Label-free imaging techniques provide valuable insights into biological samples and processes in their native states, eliminating the need for labor-intensive and potentially disruptive processes of physical staining. However, these methods often lack structural and molecular specific information. To overcome this limitation, recent advances in deep learning based digital staining techniques have shown the ability to virtually introduce digital labels or stains into label-free images, which enables extracting rich information that would typically require physical staining. The integration of label-free imaging and digital staining holds great potential for significantly expanding the toolkit for biomedical imaging, facilitating improved analysis, and enhancing our understanding of biomedical sciences at both the cellular and tissue level. In this thesis, I explore supervised and semi-supervised methodologies for digital staining and their applications in augmenting label-free imaging, with a focus on imaging cytometry and human brain imaging.

In the first part of the thesis, I present a novel integration of multi-contrast dark-field reflectance microscopy and digital staining by supervised deep learning. This method enables multiplexed immunofluorescence labeling of subcellular features and single cell cytometry. By leveraging the rich structural information and sensitivity of reflectance microscopy, the digital staining method accurately predicts subcellular features and achieves up to 3 times improvement in prediction accuracy over the state-of-the-art techniques. Additionally, the method accurately reproduces single-cell level structural phenotypes related to cell cycles. The multiplexed digital labeling enables multi-parametric single-cell profiling across a large cell population.

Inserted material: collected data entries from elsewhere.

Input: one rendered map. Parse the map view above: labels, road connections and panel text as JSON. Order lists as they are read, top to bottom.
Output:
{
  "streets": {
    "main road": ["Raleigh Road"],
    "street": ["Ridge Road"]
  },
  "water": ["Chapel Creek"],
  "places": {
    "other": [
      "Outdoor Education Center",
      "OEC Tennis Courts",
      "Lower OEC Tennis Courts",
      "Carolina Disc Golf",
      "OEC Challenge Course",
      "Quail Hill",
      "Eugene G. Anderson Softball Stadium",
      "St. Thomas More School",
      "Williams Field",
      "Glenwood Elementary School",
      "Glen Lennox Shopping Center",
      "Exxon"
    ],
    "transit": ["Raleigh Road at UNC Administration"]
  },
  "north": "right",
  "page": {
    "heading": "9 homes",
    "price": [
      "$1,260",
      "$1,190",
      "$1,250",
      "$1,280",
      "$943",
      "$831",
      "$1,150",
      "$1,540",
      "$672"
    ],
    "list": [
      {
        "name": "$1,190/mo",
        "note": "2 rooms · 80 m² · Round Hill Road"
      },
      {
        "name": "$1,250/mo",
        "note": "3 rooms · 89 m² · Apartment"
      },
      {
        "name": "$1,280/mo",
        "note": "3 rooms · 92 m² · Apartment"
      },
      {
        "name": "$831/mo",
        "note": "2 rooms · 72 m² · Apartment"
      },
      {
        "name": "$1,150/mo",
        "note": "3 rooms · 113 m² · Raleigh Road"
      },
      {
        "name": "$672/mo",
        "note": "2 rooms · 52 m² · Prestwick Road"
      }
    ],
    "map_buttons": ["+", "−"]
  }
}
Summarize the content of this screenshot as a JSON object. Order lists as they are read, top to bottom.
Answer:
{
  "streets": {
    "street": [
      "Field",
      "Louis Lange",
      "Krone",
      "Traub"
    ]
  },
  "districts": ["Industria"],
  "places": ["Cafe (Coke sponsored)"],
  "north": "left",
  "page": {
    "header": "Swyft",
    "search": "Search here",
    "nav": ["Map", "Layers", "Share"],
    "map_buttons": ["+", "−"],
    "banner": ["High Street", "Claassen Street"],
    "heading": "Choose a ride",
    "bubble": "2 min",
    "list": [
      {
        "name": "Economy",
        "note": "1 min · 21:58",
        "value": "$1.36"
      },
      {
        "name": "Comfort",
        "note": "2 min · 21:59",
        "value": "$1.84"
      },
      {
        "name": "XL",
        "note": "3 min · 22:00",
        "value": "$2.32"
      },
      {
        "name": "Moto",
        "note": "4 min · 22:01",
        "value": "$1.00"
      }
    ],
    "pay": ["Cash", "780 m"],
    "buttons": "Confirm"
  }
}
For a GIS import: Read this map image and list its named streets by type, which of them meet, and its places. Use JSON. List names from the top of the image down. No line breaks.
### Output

In the second part, I developed a novel semi-supervised digital staining technique for serial sectioning OCT (S-OCT) for 3D histological imaging of human brain tissue. The deep learning model integrates unpaired image translation, a biophysical model, and unsupervised cross-modality image registration. The digital staining model enables the translation of S-OCT images to Gallyas silver staining, provides consistent staining quality across different samples, and enhances contrast across cortical layer boundaries, enabling reliable layer differentiation. Importantly, the integration of S-OCT and digital staining allows volumetric histological imaging while preserving complex 3D geometry on centimeter-scale brain tissue blocks. In addition, our pilot study demonstrates promising results on other anatomical regions acquired from different S-OCT systems.

In summary, I investigated deep-learning-based digital staining techniques for augmenting two types of label-free imaging modalities. I showcased two important applications in the field of single-cell immunofluorescence microscopy and mesoscale 3D histological human brain imaging. I expect two major potential impacts from my thesis work. First, the integration of digital staining techniques with multi-contrast microscopy can potentially enhance the throughput of single-cell imaging cytometry and phenotyping. Second, the integration of digital staining techniques with S-OCT can potentially enable high-throughput human brain imaging, facilitating comprehensive studies on the brain's structure and function. Through this exploration, this thesis advances the digital staining technique and its applications for various biomedical disciplines.